A long term vision in this field is one day to put all those processes together, and simulate an entire organism, say a very small cell (which is itself astoundingly complex). Such a project is at the level of a "grand challenge" that would require an effort way beyond the Human Genome project. Some such projects have been proposed in the past, but more in the area of differential equations simulation of these systems. Well, we don't use differential equations to code up algorithms, and there is reason to believe that they are just as unsuitable for describing critical aspects of decision processes in living organisms.

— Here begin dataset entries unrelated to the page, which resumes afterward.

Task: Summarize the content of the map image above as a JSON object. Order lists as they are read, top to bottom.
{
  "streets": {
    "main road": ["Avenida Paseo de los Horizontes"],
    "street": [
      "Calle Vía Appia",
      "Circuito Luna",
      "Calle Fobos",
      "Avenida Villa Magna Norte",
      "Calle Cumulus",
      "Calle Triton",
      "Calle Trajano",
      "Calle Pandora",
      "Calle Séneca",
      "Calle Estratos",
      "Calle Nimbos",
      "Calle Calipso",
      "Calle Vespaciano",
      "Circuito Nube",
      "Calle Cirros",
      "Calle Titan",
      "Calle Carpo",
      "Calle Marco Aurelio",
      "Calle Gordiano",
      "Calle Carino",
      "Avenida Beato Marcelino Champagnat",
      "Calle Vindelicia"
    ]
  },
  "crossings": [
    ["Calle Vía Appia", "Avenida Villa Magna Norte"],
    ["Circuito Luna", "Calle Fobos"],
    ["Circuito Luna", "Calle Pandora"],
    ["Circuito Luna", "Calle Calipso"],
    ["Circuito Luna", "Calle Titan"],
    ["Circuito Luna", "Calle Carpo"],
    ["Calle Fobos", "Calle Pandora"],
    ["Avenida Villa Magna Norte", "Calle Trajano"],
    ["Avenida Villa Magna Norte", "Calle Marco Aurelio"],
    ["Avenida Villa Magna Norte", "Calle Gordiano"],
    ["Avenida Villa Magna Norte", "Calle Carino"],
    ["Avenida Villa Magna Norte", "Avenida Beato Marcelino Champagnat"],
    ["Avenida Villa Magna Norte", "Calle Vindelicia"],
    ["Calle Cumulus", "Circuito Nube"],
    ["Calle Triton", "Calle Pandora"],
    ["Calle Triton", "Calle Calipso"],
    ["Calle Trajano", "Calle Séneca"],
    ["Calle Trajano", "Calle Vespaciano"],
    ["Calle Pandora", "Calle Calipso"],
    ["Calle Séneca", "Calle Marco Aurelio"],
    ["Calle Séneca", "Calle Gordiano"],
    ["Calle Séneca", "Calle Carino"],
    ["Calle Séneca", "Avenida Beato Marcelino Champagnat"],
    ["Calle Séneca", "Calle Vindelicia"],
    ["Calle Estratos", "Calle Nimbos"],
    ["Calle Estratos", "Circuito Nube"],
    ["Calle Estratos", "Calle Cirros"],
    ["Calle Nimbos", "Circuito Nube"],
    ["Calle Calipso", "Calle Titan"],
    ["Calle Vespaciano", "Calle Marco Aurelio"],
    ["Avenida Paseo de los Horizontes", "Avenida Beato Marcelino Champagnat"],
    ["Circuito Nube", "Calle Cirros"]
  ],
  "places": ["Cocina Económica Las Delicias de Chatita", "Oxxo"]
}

So, this is where the things we regularly do, computer software, may have something new to contribute: at the "system software" level of understanding. Biology is not just exciting science, but exciting "computer" science, in the broad sense of the study of information. Biological systems (of all kinds) are fundamentally information processing systems that happen to run on wet hardware. Even at the lowest level, the genetic code, that's digital information (1 Megabyte in each E.Coli bacteria, 800 Megabytes in each human cell), and reproduction is almost by definition making copies of information. And it goes all the way up from there. I am sure that software will play a critical role, one way or another, either as a new paradigm or as a tool to assist biologists in ways that are yet unthinkable. And I am also sure that, as soon as we learn how to build these wet machines for ourselves, there will be a lot of programming to do.